Humans have been harnessing psychedelics for mental, emotional and spiritual healing for hundreds, possibly thousands, of years. Though known to affect sensory perception; increase introspection and self-awareness; alter sense of time; facilitate mystical experiences; and induce a blissful, joyous or euphoric state, psychedelics’ therapeutic potential has only regained respect in mainstream psychiatric circles in recent years. However, a growing body of research supports psychedelics’ promise in the treatment of depression and post-traumatic stress disorder (PTSD), and they are increasingly considered potentially important resources in a pharmaceutical environment that has been slow to find novel solutions for mental health conditions. Consequently, legislative change to allow psychedelic use is blooming across the United States.

In 2019, Denver became the first U.S. jurisdiction to decriminalize the possession of psilocybin, the active component in magic mushrooms. And as of June 2022, communities across the country—including Washington, DC, several Boston suburbs, Seattle, Washington and others—have decriminalized at least some psychedelics. But most of these policies do not focus on psychedelic therapy. Rather, they stop at decriminalization, meaning they allow people to possess and use small amounts of psychedelics but have not built a system for legal therapeutic consumption. As the evidence supporting psychedelic medicine grows and media coverage of their benefits proliferates, more and more Americans may turn to them to improve mental well-being. As this happens, legislators seeking to support therapeutic psychedelic use will need to consider how regulation can ensure patients have access to safe products and services that are of consistent, evidence-based quality.

Oregon: A Case in Point

Fortunately, U.S. jurisdictions interested in launching regulated therapeutic psychedelic markets do have one educational example: In 2020, Oregon not only decriminalized psychedelics alongside a slew of other substances (Measure 110) but also created a system for the legal use of psilocybin to treat mental health disorders (Measure 109).

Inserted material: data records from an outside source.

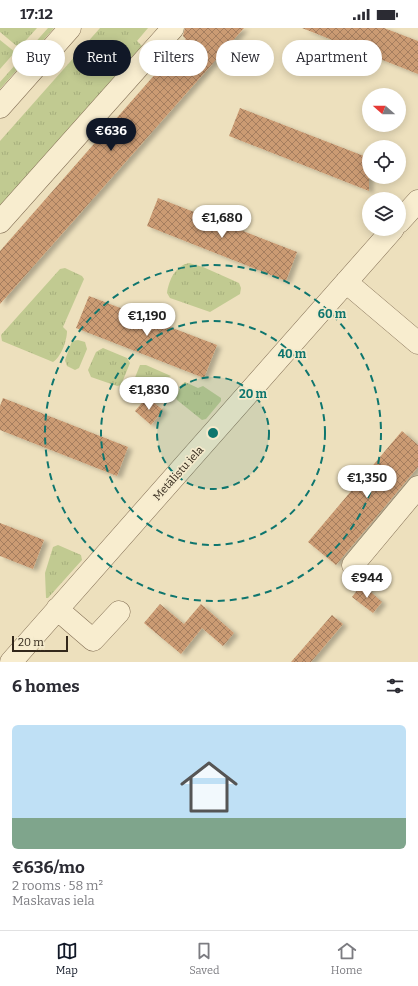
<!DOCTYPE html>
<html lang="en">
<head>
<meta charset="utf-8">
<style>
  :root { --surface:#fff; --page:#f7f7f7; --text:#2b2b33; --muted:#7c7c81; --line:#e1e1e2; --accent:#111827 }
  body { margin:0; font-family:Bitter,serif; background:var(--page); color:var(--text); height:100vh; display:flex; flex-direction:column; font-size:15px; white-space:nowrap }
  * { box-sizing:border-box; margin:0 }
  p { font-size:13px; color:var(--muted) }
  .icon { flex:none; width:22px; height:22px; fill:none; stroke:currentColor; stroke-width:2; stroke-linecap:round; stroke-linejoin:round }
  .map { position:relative; height:634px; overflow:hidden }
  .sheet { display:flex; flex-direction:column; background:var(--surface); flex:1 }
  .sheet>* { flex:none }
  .guide { position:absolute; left:12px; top:12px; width:394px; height:36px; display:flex; gap:8px }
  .needle { width:26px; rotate:291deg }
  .tools { position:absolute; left:362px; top:60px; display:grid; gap:8px }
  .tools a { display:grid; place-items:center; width:44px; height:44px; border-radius:50%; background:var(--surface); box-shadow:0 2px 10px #0003; font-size:20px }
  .scale { position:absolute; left:12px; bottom:10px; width:56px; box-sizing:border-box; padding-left:4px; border:2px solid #33281b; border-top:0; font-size:11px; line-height:14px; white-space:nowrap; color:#33281b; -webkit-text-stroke:3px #f4eacc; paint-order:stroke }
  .price { position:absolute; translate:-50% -34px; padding:0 9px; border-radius:14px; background:#fff; color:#222; font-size:13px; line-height:26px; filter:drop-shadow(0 1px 2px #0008) }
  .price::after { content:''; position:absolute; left:50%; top:24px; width:12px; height:9px; margin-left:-6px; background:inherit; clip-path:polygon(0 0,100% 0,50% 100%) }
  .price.on { background:var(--accent); color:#fff }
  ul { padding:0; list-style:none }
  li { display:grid; align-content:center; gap:8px; height:212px; padding:0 12px }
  li span { display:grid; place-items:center; height:124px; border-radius:6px; color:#555 }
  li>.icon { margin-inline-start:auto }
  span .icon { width:72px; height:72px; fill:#fffc; stroke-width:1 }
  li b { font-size:17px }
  h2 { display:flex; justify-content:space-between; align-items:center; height:48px; padding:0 12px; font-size:17px }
  .pill { padding:0 14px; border-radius:18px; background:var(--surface); box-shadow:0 2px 10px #0003; font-size:14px; line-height:36px }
  .pill.on { background:var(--accent); color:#fff }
  .status { display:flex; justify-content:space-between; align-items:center; height:28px; padding:0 20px; background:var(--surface); direction:ltr }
  .status svg { height:11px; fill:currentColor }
  .menu { display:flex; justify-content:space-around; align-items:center; height:56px; border-top:1px solid var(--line); background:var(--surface); font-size:11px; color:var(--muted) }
  .menu a { display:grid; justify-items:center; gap:2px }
  .menu .on { color:var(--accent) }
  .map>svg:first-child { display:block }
  .grass { fill:url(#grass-tufts) }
  .building { fill:url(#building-cross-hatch); filter:url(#shadow) }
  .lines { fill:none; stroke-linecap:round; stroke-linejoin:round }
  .minor-casing { stroke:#847056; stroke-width:23 }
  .minor { stroke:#f8edcf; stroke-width:22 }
  .ring { fill:none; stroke:#0f766e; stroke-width:2; stroke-dasharray:7 5 }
  .labels { text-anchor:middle; stroke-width:3.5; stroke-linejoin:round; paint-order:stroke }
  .street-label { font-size:11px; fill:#33281b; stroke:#f4eacc }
  .centre { fill:#0f766e; stroke:#f4eacc; stroke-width:2 }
  .ring-label { font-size:12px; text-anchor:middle; font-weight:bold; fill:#0f766e; stroke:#f4eacc; stroke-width:3.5; stroke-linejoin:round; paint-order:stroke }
</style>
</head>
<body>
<div class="status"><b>17:12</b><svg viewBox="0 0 49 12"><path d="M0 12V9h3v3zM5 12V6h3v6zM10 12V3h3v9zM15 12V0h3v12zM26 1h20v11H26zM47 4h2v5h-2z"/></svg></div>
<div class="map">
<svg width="418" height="634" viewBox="0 0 418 634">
  <defs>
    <pattern id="grass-tufts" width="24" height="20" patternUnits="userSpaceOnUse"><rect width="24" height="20" fill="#c1ca91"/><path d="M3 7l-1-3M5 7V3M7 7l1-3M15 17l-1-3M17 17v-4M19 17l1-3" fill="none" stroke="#a6ae7c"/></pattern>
    <pattern id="building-cross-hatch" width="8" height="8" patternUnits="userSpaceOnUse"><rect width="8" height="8" fill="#cb9b73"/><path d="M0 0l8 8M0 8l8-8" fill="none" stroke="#a57e5e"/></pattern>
    <filter id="shadow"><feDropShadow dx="4.5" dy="2.5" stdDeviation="2" flood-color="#0004"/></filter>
  </defs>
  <rect width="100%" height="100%" fill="#ede0bd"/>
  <path class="grass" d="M0,0h37l-18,20 -19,-16z
    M48,0h6l-54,61v-7z
    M100,0h48l-11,13 6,6 -143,167v-73z
    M0,12l15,12 -15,17z
    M189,235l14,4 36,16 2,5 -1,6 -30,18 -40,-14 -3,-5c2,-13 8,-27 22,-30z
    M65,240l17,8 2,3 -21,48 4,4c0,10 -6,26 -14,31l-51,-21 -1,-6 59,-66z
    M78,312l7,2 2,7 -8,19 -4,2 -8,-4 -2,-6 7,-19z
    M103,320l24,10 3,5 -9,22 -4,1 -26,-9 -3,-7 8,-18z
    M140,337h6l25,11 -32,17 -9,-3z
    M185,354l13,6 5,-2 18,12v3l-15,18 -4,1 -25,-20 -1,-3 5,-12z
    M58,517l23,10 1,5 -34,38h-2l-1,-25 8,-26z"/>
  <path class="building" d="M185,0h59l-244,276v-53l186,-212 -3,-3z
    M302,0h82l34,13v33z
    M240,80l129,50v33l-140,-55z
    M158,170l139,54 -11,29 -139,-55z
    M89,268l128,49 -13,33 -128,-50z
    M147,369l16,13 -12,15 -16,-14z
    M3,370l125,49 -11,29 -117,-46v-24z
    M402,403l16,14v22l-82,98 -28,-23z
    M0,495l44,17 -11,29 -33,-13z
    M362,556l20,18 -9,11 -21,-16z
    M160,576l24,20 17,-20 33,29 -11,13 -21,-18 -21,26 -37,-31z
    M332,587l11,9 -32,38h-20z"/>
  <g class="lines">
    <g class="minor-casing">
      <path id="minor" d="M0,79l70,-79
        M0,194l173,-194
        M399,194l19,-21
        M346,254l72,61
        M353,537l65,-78
        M57,581l36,31 26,-28
        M11,634l382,-433"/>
    </g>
    <use href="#minor" class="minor"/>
  </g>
  <circle cx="213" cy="405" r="56" fill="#0f766e" fill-opacity=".12"/>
  <g class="ring">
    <circle cx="213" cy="405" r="56"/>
    <circle cx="213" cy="405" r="112"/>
    <circle cx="213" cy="405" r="168"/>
  </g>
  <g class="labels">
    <g class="street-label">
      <text transform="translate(178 445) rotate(-48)" y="4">Metālistu iela</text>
    </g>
  </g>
  <circle cx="213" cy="405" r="6" class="centre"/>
  <g class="ring-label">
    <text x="332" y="290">60 m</text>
    <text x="292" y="330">40 m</text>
    <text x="253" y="370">20 m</text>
  </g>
</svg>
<div class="tools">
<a><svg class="needle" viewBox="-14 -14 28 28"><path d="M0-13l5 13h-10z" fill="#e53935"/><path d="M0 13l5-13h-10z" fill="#7c7c81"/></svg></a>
<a><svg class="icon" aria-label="locate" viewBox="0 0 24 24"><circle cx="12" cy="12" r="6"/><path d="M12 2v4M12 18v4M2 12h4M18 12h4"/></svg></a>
<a><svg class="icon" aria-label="layers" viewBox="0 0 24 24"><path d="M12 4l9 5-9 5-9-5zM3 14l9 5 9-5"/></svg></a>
</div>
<div class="scale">20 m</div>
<b class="price on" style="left:111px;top:124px">€636</b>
<b class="price" style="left:222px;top:211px">€1,680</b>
<b class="price" style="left:147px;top:309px">€1,190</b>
<b class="price" style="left:149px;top:383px">€1,830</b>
<b class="price" style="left:367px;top:471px">€1,350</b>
<b class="price" style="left:367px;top:571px">€944</b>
<div class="guide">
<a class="pill">Buy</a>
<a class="pill on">Rent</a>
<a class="pill">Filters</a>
<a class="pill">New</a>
<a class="pill">Apartment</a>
</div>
</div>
<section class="sheet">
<h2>6 homes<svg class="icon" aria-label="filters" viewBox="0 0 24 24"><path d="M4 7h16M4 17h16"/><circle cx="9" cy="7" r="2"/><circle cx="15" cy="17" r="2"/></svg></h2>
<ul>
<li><span style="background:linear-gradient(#bfe0f5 75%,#7fa58c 0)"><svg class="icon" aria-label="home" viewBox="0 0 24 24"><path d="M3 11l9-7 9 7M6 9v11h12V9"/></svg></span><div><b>€636/mo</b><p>2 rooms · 58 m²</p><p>Maskavas iela</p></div></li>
</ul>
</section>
<nav class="menu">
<a class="on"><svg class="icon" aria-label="map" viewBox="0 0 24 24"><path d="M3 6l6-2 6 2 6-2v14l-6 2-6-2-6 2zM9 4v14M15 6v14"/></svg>Map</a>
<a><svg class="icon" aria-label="saved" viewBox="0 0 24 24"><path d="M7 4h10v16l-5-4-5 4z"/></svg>Saved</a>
<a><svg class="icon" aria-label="home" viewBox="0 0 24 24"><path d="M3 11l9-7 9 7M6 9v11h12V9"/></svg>Home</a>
</nav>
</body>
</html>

Measure 109 requires that clients undergo a preparation session with a “psilocybin service facilitator” before being allowed to purchase, possess and consume psilocybin at “psilocybin service centers.” And while Oregon is still developing its systems for regulating medical psilocybin, the bill establishes the Oregon Health Authority as the primary licensing and regulatory body for psilocybin manufacturing, transport, delivery, sale and purchase as well as for providing psilocybin-related services.

The state already has some precedent for regulating health care delivery systems, from emergency medical services to complementary and alternative medicine (CAM), such as naturopathic medicine. But there are several areas where the regulation of psilocybin will require forging new territory.


First, state policymakers will need to address challenges to establishing a medical framework around psilocybin provision: Specifically, psilocybin remains illegal and thus unregulated at the federal level. Psilocybin and other classic psychedelics are designated as Schedule I substances according to the Controlled Substances Act, implying they have a high potential for abuse and no medical use. Furthermore, psilocybin is not approved by the Food and Drug Administration (FDA) to treat any medical condition and has only recently been granted “breakthrough therapy” status. In contrast, most CAM therapeutics are generally both legal in the United States and at least somewhat regulated by the FDA. This means that state health authorities can lean on federal regulators to ensure that medicines on the market are at a minimum safe and, in the best case scenario, clinically effective. Because psilocybin service centers are a foundational aspect of this legislation, the Oregon Health Authority will be tasked with ensuring patients have a safe, consistent supply of psilocybin. This will mean developing proper dosing recommendations, establishing quality-control standards and even building a robust in-state supply chain.

In addition, Oregon must develop a regulatory framework for the therapeutic programs in which psilocybin will be used. The state will have to establish guidelines designating the types of practitioners that can provide psychedelic treatments and the specialized qualifications that will be required to do so. This work is not outside the purview of the Oregon Health Authority, but best practices for the treatment of mental health disorders with psilocybin are still in development. Furthermore, most clinical trials follow a similar protocol for treatment, but the time-intensive and highly specific standard regimen may not translate well to a community setting. These barriers may exacerbate concerns about ensuring equitable access to this novel treatment.

Finally, the setting in which clients receive psilocybin-assisted treatment can affect access, intervention success and client safety. As such, Oregon may need to establish building codes to ensure that psilocybin service centers provide an optimal environment for treatment or create funding mechanisms to support programs in areas that have traditionally lacked sufficient mental health resources. However, because the ideal setting remains poorly defined and may look different for different clients, the state will need to balance flexibility with the provision of quality-control standards.


Given the growing body of promising evidence for psychedelics’ efficacy in treating select psychiatric conditions, it is no surprise that lawmakers and the public are taking note. But any state or smaller community that opts to create a legal system for the therapeutic use of the substances will face the challenges discussed above. Fortunately, one state offered to be the guinea pig. Going forward, others must look to Oregon for lessons about overcoming the current federal policy environment and fledgling state of the science on best practices for psychedelic medicine.